1       Wireless optical mouse with ergonomic design  


In [12]:
# Creating Excel File with Multiple Sheets
# =========================================
"""
This section demonstrates creating Excel files with multiple worksheets.
Multi-sheet Excel files are common in business environments and require
special handling for document processing.
"""

# Create Excel file with multiple sheets using ExcelWriter
excel_file_path = 'data/structured_files/inventory.xlsx'

with pd.ExcelWriter(excel_file_path, engine='openpyxl') as writer:
    # Sheet 1: Product details (main data)
    df.to_excel(writer, sheet_name='Products', index=False)
    
    # Sheet 2: Category summary (aggregated data)
    # This demonstrates how real business files often contain multiple data views
    summary_data = {
        'Category': ['Electronics', 'Accessories'],
        'Total_Items': [3, 2],  # Count of products per category
        'Total_Value': [1389.97, 109.98]  # Sum of prices per category
    }
    summary_df = pd.DataFrame(summary_data)
    summary_df.to_excel(writer, sheet_name='Summary', index=False)

print(f"✅ Created Excel file: {excel_file_path}")
print(f"📊 Created with 2 sheets: 'Products' and 'Summary'")
print(f"💡 This simulates real-world multi-sheet business files")

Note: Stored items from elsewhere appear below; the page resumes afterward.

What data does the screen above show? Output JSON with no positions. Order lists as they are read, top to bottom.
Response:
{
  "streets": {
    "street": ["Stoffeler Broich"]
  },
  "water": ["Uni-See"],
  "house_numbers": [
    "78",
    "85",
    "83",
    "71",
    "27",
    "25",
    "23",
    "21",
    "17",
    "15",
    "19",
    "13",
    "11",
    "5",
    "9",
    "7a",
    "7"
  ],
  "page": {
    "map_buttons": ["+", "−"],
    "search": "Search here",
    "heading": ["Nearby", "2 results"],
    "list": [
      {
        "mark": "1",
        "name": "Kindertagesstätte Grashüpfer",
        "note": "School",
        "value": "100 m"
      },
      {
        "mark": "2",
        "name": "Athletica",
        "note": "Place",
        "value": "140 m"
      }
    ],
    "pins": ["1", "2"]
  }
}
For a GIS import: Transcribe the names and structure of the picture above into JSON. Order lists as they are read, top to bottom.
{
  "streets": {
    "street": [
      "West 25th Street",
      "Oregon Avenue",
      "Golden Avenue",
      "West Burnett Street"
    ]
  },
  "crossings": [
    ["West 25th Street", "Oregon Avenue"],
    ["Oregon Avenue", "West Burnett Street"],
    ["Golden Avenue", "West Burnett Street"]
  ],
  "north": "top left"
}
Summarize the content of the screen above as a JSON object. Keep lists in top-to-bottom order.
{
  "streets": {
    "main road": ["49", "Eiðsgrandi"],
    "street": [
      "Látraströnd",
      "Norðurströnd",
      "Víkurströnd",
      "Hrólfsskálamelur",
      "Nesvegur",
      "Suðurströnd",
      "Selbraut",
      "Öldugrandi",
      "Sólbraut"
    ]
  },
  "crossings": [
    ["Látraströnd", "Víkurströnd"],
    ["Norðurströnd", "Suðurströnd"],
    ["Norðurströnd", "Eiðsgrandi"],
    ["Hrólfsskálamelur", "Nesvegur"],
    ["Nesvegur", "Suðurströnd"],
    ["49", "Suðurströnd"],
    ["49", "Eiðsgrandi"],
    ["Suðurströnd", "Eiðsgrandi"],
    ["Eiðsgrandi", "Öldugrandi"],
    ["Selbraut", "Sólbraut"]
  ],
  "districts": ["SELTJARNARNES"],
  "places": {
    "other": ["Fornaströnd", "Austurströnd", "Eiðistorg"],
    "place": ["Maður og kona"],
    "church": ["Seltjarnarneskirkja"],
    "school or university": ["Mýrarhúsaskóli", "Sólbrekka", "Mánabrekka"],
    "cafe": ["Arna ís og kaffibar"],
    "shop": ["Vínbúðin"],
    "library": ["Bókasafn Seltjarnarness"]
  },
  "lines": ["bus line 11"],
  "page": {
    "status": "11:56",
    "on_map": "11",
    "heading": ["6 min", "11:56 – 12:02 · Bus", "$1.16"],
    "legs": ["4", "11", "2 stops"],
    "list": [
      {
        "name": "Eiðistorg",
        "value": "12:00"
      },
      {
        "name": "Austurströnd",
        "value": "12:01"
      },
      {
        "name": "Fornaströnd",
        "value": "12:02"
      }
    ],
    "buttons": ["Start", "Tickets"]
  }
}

✅ Created Excel file: data/structured_files/inventory.xlsx
📊 Created with 2 sheets: 'Products' and 'Summary'
💡 This simulates real-world multi-sheet business files


## CSV Processing

In [13]:
# Import LangChain Document Loaders for Structured Data
# =====================================================
"""
This section imports the necessary document loaders for processing CSV files.
Different loaders provide different approaches to converting tabular data into documents.
"""

from langchain_community.document_loaders import (
    CSVLoader,  # Standard CSV loader - converts each row to a document
    UnstructuredCSVLoader  # Advanced CSV loader with more flexible parsing
)

In [14]:
# Method 1: Using CSVLoader - Row-based Document Creation
# ======================================================
"""
CSVLoader is the simplest approach to convert CSV data into documents.
Each row becomes a separate document with all columns as content.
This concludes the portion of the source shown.